> **What to work on**: With every line kept intact, print the entries that appear below.

> **Data shown**:
------
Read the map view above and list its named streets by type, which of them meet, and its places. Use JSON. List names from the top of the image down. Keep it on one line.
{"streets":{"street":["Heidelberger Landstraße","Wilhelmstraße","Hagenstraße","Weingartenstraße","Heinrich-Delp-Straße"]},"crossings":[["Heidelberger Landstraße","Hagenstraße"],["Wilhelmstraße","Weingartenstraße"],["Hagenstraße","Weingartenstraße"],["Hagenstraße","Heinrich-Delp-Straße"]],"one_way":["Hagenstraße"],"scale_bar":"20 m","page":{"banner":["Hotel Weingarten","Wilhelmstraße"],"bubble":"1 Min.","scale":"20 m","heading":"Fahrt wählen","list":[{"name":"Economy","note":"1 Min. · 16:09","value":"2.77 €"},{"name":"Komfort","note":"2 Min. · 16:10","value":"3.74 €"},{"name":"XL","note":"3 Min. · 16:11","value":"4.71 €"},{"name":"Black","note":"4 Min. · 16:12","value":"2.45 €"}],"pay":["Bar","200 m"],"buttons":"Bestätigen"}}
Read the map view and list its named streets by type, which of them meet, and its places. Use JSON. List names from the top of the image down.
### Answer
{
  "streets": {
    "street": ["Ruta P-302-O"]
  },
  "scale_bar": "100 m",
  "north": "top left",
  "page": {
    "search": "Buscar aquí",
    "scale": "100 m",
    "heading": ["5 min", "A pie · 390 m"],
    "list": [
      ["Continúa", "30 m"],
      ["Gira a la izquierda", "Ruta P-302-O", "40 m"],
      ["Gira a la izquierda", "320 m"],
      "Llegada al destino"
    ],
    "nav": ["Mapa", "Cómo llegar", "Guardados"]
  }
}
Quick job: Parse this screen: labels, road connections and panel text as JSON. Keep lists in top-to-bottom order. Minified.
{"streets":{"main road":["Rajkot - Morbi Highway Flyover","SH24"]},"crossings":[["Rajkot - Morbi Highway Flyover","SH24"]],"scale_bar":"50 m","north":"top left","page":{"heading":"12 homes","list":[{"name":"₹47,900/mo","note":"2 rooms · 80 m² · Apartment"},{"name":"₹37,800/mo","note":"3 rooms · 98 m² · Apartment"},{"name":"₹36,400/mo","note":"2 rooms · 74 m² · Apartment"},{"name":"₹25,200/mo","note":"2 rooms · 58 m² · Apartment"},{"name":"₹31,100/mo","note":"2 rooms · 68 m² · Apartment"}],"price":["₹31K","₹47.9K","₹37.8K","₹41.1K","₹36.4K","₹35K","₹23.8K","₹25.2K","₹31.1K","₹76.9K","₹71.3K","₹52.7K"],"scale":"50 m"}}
------
> **Task output**:
Read the map view above and list its named streets by type, which of them meet, and its places. Use JSON. List names from the top of the image down. Keep it on one line.
{"streets":{"street":["Heidelberger Landstraße","Wilhelmstraße","Hagenstraße","Weingartenstraße","Heinrich-Delp-Straße"]},"crossings":[["Heidelberger Landstraße","Hagenstraße"],["Wilhelmstraße","Weingartenstraße"],["Hagenstraße","Weingartenstraße"],["Hagenstraße","Heinrich-Delp-Straße"]],"one_way":["Hagenstraße"],"scale_bar":"20 m","page":{"banner":["Hotel Weingarten","Wilhelmstraße"],"bubble":"1 Min.","scale":"20 m","heading":"Fahrt wählen","list":[{"name":"Economy","note":"1 Min. · 16:09","value":"2.77 €"},{"name":"Komfort","note":"2 Min. · 16:10","value":"3.74 €"},{"name":"XL","note":"3 Min. · 16:11","value":"4.71 €"},{"name":"Black","note":"4 Min. · 16:12","value":"2.45 €"}],"pay":["Bar","200 m"],"buttons":"Bestätigen"}}
Read the map view and list its named streets by type, which of them meet, and its places. Use JSON. List names from the top of the image down.
### Answer
{
  "streets": {
    "street": ["Ruta P-302-O"]
  },
  "scale_bar": "100 m",
  "north": "top left",
  "page": {
    "search": "Buscar aquí",
    "scale": "100 m",
    "heading": ["5 min", "A pie · 390 m"],
    "list": [
      ["Continúa", "30 m"],
      ["Gira a la izquierda", "Ruta P-302-O", "40 m"],
      ["Gira a la izquierda", "320 m"],
      "Llegada al destino"
    ],
    "nav": ["Mapa", "Cómo llegar", "Guardados"]
  }
}
Quick job: Parse this screen: labels, road connections and panel text as JSON. Keep lists in top-to-bottom order. Minified.
{"streets":{"main road":["Rajkot - Morbi Highway Flyover","SH24"]},"crossings":[["Rajkot - Morbi Highway Flyover","SH24"]],"scale_bar":"50 m","north":"top left","page":{"heading":"12 homes","list":[{"name":"₹47,900/mo","note":"2 rooms · 80 m² · Apartment"},{"name":"₹37,800/mo","note":"3 rooms · 98 m² · Apartment"},{"name":"₹36,400/mo","note":"2 rooms · 74 m² · Apartment"},{"name":"₹25,200/mo","note":"2 rooms · 58 m² · Apartment"},{"name":"₹31,100/mo","note":"2 rooms · 68 m² · Apartment"}],"price":["₹31K","₹47.9K","₹37.8K","₹41.1K","₹36.4K","₹35K","₹23.8K","₹25.2K","₹31.1K","₹76.9K","₹71.3K","₹52.7K"],"scale":"50 m"}}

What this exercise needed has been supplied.